The headlines are full of news about artificial intelligence, blockchain, virtual reality and other bold, disruptive technologies moving ever closer to everyday relevance. The visions can be so compelling — and the promotion so relentless — that it's often hard to distinguish blue skies from bottom lines.
TerraTal is a four-year-old startup using machine learning — a type of artificial intelligence — to shake up job recruiting right now. The company is generating revenue and profit, and is in the process of moving to Chattanooga to continue developing both its business and its technology.
"TerraTal is a sophisticated recruiting platform based on structured data that is designed to create a paradigm shift in how you find and assess talent," says Chris Baumgartner, TerraTal's president and cofounder.
TerraTal reverses the traditional recruiting model, in which an employer develops a large pool of applicants and then looks for reasons to eliminate resumes to create a manageable set of candidates. Instead, TerraTal builds the candidate pool, crunches the data and narrows the field down to three to five candidates who have been assessed for qualification and cultural fit.
"Employers can spend more time reviewing meaningful folks, focusing on what it is about these individuals that would merit an invitation into what I call the art component of the interview process," Baumgartner says. "We're the science-based piece of it. The art is determining whether you want to work with that individual after you've assessed the quantitative component of whether or not they are culturally viable."
How It Works
Assessing a candidate's probability of a good cultural fit with an employer is the most important data point in what Baumgartner describes as a granular approach that quantifies all the familiar factors that an employer might consider, including skills and experience, as well as readiness to change jobs, desired compensation and leadership experience.
"How well folks align with the work environment they're going to be asked to perform in is probably the biggest indicator of success in a job," Baumgartner says. "We didn't expect it to have as big an impact as it has when we began developing our system, but our clients are very reliant on that as an indicator. Some won't even consider a candidate that doesn't line up well with work environment expectations."
The key to TerraTal's approach, according to Baumgartner, is working with highly structured data. Where other data-driven recruiting approaches work with the language of resumes as created by individuals, TerraTal asks both professionals and employers to answer a specific set of questions to frame the experience and personal traits of job seekers, as well as job requirements and work environment.
The system compares the structured data on each side to create the best possible match. Over time, TerraTal's system learns as it comes to include new data points about the success or failure of hired candidates.

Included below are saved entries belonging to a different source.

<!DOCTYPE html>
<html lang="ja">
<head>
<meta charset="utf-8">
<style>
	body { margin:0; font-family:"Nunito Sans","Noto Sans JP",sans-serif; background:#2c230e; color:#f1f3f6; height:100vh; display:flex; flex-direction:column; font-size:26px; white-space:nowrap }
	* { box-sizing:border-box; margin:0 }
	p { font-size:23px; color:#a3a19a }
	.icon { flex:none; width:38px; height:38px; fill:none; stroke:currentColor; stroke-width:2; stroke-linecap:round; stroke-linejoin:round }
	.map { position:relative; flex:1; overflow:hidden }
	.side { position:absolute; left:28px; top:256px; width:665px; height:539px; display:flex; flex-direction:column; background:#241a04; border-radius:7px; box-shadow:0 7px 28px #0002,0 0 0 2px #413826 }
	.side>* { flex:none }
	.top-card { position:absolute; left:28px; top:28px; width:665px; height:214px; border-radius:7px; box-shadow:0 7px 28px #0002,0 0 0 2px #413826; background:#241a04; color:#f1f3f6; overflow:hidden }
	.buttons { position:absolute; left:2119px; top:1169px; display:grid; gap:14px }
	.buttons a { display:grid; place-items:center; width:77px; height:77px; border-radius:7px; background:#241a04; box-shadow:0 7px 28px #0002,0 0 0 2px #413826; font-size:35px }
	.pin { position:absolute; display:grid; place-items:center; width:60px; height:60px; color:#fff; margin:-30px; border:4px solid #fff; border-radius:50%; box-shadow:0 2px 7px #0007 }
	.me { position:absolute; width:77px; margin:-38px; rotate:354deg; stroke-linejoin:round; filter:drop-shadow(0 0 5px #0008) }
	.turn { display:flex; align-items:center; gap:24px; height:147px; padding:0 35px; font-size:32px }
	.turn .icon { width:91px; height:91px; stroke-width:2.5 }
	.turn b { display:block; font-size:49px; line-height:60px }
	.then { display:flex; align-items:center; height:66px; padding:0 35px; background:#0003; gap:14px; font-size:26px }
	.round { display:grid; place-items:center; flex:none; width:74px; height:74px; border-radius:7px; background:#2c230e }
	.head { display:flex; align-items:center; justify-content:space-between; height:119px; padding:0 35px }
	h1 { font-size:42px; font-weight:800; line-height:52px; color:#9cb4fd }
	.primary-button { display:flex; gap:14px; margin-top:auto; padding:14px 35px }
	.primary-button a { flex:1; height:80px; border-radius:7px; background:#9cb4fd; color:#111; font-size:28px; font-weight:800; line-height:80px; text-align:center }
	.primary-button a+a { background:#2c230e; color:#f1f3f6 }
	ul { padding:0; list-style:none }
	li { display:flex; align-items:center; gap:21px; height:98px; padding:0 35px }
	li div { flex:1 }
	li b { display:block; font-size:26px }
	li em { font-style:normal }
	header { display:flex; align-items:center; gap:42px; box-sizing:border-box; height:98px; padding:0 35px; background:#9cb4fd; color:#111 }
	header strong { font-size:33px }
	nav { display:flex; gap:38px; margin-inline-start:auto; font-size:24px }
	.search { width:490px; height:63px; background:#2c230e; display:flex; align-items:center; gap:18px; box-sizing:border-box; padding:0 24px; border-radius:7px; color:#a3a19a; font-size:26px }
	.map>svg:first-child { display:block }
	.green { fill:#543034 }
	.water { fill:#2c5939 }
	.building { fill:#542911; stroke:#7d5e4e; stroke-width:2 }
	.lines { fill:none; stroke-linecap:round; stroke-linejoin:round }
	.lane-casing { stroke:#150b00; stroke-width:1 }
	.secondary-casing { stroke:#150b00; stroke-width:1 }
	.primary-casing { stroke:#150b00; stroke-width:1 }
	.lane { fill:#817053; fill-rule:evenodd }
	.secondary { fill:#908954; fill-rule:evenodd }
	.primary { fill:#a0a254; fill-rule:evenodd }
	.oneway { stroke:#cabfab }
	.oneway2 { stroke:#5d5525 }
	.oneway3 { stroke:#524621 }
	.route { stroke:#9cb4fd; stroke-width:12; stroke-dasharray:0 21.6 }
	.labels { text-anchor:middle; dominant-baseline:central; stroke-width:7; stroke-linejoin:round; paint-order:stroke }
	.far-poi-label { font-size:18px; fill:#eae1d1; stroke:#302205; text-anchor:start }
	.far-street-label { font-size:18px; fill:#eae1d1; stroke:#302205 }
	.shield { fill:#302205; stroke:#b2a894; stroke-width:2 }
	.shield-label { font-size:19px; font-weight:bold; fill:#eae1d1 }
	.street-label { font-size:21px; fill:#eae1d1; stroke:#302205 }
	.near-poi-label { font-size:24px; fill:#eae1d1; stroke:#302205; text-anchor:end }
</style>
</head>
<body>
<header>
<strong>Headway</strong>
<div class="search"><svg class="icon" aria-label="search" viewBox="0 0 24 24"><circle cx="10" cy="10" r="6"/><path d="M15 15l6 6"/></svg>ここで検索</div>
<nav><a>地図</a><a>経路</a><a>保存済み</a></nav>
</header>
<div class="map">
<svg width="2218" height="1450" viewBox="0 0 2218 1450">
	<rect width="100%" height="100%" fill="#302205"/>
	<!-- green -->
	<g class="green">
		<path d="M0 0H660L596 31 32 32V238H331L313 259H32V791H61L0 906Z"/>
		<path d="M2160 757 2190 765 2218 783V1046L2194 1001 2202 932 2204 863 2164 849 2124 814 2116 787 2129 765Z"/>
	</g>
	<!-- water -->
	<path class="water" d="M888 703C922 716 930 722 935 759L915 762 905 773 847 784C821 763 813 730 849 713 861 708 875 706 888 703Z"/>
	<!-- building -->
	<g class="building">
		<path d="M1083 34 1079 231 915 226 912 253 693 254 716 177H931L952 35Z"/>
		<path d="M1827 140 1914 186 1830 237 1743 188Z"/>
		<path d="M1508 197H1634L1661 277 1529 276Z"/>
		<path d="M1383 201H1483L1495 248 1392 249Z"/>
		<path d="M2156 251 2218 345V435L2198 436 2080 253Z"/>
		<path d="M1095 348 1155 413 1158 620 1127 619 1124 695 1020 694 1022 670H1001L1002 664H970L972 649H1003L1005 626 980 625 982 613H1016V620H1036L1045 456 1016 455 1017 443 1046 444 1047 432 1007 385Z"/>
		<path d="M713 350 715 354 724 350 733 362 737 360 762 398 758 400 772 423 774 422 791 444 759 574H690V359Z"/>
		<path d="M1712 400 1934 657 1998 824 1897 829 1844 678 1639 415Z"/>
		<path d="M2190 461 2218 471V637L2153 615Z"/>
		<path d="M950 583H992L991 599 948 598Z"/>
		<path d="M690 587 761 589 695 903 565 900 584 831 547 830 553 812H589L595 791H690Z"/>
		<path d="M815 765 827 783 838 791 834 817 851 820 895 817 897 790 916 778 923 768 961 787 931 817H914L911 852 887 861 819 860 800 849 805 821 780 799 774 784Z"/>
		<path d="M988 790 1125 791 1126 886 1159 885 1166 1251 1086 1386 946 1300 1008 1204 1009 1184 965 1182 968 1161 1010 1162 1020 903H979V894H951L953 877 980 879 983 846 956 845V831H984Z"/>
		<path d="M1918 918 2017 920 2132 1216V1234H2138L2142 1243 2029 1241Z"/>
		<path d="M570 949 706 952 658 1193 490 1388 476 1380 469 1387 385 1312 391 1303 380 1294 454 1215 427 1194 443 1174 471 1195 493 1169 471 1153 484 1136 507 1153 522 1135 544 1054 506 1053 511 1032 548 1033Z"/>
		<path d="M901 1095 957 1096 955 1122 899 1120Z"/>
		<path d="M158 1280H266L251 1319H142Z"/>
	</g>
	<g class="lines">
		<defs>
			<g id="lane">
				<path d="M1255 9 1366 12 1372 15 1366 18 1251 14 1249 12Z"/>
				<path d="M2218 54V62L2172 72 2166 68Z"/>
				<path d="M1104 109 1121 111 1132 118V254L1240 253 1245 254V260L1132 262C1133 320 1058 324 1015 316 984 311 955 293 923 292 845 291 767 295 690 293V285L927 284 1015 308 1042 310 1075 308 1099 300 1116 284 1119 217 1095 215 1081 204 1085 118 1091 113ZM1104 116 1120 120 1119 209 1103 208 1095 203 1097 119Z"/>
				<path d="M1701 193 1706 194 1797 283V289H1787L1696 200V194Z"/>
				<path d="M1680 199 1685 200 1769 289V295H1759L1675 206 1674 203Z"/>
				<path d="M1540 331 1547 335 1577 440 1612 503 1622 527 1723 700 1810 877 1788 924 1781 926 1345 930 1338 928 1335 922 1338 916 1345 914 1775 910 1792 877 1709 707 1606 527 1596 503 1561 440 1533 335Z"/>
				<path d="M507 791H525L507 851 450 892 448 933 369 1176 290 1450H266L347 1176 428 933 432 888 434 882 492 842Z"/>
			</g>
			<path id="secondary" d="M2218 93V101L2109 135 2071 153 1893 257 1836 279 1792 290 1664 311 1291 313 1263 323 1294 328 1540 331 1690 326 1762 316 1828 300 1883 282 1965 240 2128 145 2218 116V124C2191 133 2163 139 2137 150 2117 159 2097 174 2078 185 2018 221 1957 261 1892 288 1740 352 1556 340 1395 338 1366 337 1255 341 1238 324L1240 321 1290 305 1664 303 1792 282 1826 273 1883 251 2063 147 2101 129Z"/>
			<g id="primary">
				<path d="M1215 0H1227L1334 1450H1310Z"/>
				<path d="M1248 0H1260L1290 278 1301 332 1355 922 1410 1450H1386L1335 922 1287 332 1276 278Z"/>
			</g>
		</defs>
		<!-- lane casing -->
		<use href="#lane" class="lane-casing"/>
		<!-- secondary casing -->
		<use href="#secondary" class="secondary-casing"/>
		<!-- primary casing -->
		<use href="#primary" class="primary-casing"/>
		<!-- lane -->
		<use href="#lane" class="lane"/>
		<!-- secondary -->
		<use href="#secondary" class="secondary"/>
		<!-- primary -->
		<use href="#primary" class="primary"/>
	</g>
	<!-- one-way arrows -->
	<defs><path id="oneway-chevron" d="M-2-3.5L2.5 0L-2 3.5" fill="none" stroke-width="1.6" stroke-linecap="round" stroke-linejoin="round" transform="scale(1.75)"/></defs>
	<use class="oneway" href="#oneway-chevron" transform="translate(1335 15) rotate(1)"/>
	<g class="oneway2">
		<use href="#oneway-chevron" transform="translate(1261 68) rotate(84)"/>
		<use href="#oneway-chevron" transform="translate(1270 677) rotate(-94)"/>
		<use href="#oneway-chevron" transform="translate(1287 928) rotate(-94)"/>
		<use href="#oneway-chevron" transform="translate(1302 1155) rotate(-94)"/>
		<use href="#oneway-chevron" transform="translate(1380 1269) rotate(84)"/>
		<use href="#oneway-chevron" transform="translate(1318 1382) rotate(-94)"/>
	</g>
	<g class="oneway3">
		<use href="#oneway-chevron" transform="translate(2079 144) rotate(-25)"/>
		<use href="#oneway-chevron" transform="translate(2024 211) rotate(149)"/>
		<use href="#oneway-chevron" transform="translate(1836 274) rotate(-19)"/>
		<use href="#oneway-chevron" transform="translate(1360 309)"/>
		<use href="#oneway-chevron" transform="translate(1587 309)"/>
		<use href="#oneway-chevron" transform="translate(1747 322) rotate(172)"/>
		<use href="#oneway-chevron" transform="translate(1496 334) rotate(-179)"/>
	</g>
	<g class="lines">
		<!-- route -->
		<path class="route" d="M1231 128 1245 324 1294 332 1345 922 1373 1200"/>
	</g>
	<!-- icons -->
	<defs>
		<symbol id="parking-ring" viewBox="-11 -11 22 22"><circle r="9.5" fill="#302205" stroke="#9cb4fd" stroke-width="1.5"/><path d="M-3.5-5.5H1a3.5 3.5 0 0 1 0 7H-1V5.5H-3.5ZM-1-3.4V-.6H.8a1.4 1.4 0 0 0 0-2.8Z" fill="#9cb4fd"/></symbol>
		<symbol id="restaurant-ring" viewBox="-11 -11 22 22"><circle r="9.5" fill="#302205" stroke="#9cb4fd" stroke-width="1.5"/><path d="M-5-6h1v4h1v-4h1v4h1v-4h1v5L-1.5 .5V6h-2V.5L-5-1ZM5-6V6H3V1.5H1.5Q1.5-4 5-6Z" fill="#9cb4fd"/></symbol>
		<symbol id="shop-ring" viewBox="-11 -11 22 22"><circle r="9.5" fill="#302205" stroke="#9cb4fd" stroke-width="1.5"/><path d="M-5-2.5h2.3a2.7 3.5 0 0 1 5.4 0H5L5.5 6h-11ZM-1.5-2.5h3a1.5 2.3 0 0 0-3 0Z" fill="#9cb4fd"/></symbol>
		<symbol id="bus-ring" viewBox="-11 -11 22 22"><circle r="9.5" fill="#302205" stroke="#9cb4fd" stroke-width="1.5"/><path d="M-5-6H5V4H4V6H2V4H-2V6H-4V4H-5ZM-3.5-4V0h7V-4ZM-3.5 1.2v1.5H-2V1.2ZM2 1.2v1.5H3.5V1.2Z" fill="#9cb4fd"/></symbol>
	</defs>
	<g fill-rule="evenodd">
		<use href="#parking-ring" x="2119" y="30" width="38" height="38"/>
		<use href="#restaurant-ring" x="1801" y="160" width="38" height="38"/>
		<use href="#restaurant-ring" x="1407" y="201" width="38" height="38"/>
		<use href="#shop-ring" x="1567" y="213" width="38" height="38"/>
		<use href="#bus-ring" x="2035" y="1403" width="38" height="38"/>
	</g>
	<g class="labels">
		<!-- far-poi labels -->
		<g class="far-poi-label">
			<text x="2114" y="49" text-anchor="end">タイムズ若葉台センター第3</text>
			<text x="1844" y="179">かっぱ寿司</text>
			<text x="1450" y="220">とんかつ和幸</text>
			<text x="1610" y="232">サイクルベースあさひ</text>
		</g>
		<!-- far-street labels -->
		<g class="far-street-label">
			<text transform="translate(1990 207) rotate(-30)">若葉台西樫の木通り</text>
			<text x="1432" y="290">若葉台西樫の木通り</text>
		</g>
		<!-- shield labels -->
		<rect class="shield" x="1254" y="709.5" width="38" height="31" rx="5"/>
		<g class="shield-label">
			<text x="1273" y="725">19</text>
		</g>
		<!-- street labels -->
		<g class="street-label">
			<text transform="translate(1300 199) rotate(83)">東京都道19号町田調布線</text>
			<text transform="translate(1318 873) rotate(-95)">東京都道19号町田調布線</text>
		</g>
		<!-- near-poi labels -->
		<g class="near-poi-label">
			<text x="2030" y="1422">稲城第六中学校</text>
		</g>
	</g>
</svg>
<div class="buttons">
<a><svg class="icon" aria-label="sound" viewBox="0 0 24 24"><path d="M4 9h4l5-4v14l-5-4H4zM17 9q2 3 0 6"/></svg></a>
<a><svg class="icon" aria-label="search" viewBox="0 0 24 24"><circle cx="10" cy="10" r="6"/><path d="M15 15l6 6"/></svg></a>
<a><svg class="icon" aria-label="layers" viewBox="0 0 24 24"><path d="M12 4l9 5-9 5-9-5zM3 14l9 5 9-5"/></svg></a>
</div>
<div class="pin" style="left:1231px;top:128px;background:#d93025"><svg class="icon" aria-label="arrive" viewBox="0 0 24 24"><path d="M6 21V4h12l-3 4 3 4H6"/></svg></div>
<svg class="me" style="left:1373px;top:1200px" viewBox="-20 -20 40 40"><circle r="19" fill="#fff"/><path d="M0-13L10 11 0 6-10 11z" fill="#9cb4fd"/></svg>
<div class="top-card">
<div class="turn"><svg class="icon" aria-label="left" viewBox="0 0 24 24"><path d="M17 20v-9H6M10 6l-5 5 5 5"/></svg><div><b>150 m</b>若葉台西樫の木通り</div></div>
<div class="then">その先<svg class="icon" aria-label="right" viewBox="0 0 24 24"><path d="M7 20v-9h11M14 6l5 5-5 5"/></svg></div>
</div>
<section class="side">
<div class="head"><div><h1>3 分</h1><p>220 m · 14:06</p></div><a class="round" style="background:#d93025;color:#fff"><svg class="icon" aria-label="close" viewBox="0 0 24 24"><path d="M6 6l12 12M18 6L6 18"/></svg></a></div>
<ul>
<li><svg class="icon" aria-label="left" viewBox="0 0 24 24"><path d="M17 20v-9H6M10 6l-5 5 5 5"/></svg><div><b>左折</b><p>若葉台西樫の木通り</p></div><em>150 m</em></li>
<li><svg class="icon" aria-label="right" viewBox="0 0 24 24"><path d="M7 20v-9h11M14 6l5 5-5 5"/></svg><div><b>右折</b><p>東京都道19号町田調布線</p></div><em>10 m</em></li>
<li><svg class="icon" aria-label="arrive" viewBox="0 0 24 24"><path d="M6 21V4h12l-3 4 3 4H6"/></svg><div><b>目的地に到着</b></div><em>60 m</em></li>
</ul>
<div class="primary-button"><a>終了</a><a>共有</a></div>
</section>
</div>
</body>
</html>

"Everything we do revolves around making our system smarter with every data point that enters the platform, whether that be from professionals or employers," Baumgartner says. "By looking at the structured cohorts of data we've been able to generate, we can tell whether or not a person is in good alignment with folks who have come before them in that same type of a role. We compare them, incorporate the comparison into the algorithms and say this person aligns well with folks who have had long tenure in this space."
Using predictive modeling based on highly structured data allows more accurate matching than simply working with keywords. For example, consider a search for a sales person in health care with medical device technology experience specific to cardiology. A search based on keywords might include an administrative assistant to a hospital vice president of cardiology as a fit for that job description.
"Our system is so specific that you can choose all of those skills and it will only produce the individuals that have flagged those as being areas of expertise and skill in that industry and that specialty — nobody else gets brought in," Baumgartner says. "It's an extra investment for us to do it this way. It has taken discipline and a lot of manual effort in a world that's trying to get away from manual effort in technology."
TerraTal covers all career fields, but is particularly suited to positions that generate a high volume of applications, such as customer service, accounting and sales, because of its ability to narrow a huge group of applicants to a few candidates. Health care, insurance, information technology and financial services have been the company's most successful markets.
Growing in Chattanooga
TerraTal was founded four years ago in Texas. It is fully funded by partners and investors and is already profitable. Now Baumgartner — who lives in Chattanooga — is looking for office space to complete a move to Chattanooga in the next six months. Over the next 12 to 18 months, the company plans to invest in marketing and sales, growing its staff from under 10 employees to about 20, then begin working to evolve its technology in late 2019 or early 2020.
"Our business is heavily dependent upon top-tier tech talent," Baumgartner says. "Chattanooga is fast becoming known as a choice destination for technology resources, and we think it will be easier to attract talent here than it would be elsewhere. As we evolve, we're going to need more diverse skillsets in development, particularly in the AI space where we're looking to invest heavily in the future."
Baumgartner and his partners are also planning to spin off a second company, TerraTal Technology Services. Currently a part of TerraTal, it already provides project management, general development and web-based support services to other companies and will become a separate company when TerraTal moves to Chattanooga. The partners also have a third, unrelated company called HealthScreenU that provides diagnostic laboratory testing that may or may not move to Chattanooga when the others do.